Activity:
Look in the material below for the line holding "Map reading. What". Set it down exactly, with each later line up to and including the line holding "Map reading. Summarize".

Excerpted records:
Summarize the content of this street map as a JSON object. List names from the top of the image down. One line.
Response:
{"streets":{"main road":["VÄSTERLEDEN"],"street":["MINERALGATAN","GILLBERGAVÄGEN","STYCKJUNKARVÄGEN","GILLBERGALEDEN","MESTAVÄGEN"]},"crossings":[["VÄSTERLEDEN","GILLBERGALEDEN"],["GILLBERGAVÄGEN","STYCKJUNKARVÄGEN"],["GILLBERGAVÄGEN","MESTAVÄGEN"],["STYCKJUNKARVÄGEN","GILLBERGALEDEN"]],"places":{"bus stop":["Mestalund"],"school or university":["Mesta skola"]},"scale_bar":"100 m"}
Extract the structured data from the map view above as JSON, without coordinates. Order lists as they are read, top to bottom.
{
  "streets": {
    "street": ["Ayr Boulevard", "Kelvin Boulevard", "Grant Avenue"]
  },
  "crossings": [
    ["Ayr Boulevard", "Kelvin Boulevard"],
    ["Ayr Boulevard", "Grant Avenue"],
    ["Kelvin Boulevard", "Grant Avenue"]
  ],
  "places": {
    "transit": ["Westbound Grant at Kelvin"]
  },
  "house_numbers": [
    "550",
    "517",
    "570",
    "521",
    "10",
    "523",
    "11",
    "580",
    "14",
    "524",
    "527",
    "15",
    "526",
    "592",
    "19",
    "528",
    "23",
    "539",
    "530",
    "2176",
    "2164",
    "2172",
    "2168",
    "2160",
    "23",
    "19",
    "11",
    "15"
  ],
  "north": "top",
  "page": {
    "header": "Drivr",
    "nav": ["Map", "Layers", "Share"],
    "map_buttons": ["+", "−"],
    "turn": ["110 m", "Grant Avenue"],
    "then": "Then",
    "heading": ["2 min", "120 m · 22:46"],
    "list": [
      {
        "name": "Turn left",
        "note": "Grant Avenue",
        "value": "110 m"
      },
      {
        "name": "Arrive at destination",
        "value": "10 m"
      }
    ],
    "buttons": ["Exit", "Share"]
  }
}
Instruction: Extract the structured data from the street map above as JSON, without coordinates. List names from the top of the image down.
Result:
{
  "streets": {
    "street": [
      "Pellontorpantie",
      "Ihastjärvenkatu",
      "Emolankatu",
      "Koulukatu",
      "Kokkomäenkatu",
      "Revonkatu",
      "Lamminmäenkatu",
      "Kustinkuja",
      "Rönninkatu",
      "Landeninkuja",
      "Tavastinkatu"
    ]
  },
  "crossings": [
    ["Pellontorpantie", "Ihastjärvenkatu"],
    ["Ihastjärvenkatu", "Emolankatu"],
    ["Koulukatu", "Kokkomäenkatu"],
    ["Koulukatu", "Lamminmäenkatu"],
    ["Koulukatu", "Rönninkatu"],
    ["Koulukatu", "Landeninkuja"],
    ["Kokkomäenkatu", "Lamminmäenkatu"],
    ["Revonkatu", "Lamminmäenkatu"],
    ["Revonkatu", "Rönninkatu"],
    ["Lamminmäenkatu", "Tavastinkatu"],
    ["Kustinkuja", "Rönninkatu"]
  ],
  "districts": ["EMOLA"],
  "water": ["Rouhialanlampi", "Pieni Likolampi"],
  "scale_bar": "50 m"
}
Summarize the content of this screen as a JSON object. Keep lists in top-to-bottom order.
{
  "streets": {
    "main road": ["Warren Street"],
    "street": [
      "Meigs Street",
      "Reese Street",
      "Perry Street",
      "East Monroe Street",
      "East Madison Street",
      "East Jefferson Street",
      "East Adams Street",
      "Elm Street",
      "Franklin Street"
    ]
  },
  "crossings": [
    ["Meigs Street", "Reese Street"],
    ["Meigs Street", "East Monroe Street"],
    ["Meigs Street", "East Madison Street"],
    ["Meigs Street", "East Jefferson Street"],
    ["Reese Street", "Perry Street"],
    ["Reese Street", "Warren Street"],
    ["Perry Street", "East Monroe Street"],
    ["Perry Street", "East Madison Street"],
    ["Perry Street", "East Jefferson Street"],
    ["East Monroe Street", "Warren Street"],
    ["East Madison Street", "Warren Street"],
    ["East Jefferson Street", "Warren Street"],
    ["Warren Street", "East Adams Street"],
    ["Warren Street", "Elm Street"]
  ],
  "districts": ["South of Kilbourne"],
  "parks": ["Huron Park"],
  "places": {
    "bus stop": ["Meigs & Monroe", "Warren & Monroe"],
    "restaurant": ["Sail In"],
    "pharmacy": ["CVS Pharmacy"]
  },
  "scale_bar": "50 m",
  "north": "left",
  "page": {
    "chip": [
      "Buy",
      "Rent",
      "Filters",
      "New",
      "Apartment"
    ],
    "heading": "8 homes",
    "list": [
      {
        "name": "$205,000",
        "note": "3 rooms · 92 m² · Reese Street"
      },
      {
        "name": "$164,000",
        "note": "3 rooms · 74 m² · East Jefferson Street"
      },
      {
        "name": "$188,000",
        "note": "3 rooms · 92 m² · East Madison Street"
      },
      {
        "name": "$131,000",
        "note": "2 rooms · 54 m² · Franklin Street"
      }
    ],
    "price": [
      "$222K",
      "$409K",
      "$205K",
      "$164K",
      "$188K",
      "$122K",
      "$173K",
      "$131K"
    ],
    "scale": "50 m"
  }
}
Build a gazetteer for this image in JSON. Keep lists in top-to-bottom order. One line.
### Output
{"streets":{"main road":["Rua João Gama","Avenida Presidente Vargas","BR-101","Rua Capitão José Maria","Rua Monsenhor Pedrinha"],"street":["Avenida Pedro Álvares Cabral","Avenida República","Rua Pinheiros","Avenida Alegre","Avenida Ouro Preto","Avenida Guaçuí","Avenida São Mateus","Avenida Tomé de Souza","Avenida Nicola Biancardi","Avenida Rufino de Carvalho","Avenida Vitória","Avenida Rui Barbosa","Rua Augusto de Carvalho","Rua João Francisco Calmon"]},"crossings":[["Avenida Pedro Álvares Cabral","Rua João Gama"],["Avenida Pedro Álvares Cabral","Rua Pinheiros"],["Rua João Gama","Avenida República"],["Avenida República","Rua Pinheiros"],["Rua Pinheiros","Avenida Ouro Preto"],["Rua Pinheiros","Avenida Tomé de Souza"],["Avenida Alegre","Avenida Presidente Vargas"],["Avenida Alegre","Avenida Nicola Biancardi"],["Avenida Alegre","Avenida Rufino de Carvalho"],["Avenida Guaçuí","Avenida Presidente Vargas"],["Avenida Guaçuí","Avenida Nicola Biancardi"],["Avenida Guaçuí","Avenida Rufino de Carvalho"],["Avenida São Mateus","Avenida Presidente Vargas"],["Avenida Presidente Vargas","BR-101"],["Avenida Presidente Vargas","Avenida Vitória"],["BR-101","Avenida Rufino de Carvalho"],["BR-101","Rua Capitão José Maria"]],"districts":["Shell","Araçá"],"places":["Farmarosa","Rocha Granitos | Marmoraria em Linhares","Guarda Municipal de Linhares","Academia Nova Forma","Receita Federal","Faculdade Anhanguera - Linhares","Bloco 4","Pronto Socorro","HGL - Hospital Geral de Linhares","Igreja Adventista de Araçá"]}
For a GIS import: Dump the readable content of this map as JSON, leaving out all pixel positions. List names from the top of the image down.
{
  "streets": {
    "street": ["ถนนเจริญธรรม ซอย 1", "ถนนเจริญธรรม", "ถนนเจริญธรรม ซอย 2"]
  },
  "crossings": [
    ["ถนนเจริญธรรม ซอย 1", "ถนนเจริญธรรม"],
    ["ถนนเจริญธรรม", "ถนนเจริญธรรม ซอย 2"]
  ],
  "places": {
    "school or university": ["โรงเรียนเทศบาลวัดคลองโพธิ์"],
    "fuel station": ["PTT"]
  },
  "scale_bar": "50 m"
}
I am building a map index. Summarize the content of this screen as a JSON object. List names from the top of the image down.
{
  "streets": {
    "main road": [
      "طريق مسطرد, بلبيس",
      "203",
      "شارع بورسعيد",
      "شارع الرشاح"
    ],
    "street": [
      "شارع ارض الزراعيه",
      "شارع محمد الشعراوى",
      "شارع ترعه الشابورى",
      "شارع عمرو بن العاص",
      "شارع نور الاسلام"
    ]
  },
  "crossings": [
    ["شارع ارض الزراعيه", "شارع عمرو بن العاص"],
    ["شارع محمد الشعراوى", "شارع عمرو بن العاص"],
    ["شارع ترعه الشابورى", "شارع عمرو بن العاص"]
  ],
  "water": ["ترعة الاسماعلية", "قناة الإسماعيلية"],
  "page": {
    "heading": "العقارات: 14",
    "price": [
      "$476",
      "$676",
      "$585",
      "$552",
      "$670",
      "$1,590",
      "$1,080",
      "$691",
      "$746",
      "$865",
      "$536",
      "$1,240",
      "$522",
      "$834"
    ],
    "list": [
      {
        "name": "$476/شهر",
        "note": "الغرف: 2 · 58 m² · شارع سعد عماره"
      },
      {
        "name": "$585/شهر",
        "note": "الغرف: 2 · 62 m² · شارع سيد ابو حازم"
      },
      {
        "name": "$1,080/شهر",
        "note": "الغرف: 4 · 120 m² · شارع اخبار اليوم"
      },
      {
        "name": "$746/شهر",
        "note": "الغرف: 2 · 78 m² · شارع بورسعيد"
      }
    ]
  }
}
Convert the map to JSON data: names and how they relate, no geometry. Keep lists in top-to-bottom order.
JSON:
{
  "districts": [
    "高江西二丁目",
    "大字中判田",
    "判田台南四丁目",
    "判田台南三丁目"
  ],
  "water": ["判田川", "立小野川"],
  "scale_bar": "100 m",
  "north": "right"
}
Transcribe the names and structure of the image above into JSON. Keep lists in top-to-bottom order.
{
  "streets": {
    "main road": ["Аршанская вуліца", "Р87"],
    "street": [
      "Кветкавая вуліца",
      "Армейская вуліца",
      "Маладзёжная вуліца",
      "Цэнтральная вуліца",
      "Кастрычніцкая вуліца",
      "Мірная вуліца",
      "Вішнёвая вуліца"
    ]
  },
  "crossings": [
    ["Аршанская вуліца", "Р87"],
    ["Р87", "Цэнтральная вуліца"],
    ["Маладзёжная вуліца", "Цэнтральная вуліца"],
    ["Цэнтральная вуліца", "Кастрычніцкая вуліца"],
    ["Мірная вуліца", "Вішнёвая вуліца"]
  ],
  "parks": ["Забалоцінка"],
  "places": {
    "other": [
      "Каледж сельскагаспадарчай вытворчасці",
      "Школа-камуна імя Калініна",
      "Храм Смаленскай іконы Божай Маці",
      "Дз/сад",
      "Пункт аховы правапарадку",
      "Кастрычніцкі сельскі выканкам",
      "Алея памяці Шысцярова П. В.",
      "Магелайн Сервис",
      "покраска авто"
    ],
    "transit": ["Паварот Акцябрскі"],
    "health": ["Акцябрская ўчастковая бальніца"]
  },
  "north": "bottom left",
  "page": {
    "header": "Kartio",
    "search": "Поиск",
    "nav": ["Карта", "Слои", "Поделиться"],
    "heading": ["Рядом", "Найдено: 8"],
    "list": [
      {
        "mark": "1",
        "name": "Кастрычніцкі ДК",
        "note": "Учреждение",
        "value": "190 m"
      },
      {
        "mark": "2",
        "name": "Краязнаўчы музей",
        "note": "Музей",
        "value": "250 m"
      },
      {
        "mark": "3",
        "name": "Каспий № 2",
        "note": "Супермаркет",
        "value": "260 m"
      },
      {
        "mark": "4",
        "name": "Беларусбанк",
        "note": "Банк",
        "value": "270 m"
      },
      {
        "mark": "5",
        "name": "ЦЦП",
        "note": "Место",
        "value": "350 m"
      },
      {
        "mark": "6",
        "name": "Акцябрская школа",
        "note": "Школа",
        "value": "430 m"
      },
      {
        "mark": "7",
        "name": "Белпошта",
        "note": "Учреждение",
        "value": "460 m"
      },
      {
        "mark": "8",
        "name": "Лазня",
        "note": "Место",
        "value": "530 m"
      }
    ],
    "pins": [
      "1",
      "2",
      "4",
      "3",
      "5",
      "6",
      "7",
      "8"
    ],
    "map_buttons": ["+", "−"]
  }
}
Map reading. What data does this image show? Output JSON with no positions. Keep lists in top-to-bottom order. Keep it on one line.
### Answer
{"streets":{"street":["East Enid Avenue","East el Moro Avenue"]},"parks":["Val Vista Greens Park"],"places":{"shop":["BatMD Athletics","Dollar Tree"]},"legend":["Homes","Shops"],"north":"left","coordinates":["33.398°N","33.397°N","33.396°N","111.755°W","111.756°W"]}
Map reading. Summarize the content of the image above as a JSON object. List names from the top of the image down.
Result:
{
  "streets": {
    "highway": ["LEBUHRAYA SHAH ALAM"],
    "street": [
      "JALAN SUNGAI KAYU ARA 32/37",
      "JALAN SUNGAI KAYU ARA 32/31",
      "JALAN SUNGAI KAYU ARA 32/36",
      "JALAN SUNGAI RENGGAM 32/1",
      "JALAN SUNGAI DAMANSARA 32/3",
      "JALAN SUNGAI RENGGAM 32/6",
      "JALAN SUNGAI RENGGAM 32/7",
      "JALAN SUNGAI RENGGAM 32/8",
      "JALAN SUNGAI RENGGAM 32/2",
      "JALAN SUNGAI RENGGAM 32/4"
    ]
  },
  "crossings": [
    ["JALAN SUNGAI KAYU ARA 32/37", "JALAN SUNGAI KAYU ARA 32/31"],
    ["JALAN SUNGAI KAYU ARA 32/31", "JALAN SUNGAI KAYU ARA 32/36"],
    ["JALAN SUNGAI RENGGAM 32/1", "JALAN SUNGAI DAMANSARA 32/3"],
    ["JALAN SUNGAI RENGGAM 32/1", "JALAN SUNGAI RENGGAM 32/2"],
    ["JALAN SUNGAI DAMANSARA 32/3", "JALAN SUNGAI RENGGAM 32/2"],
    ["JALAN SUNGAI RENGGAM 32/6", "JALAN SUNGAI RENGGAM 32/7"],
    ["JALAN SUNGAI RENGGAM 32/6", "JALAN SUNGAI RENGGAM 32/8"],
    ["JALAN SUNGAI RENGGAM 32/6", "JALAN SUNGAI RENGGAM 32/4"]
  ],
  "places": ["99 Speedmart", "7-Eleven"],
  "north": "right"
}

Reply:
Map reading. What data does this image show? Output JSON with no positions. Keep lists in top-to-bottom order. Keep it on one line.
### Answer
{"streets":{"street":["East Enid Avenue","East el Moro Avenue"]},"parks":["Val Vista Greens Park"],"places":{"shop":["BatMD Athletics","Dollar Tree"]},"legend":["Homes","Shops"],"north":"left","coordinates":["33.398°N","33.397°N","33.396°N","111.755°W","111.756°W"]}
Map reading. Summarize the content of the image above as a JSON object. List names from the top of the image down.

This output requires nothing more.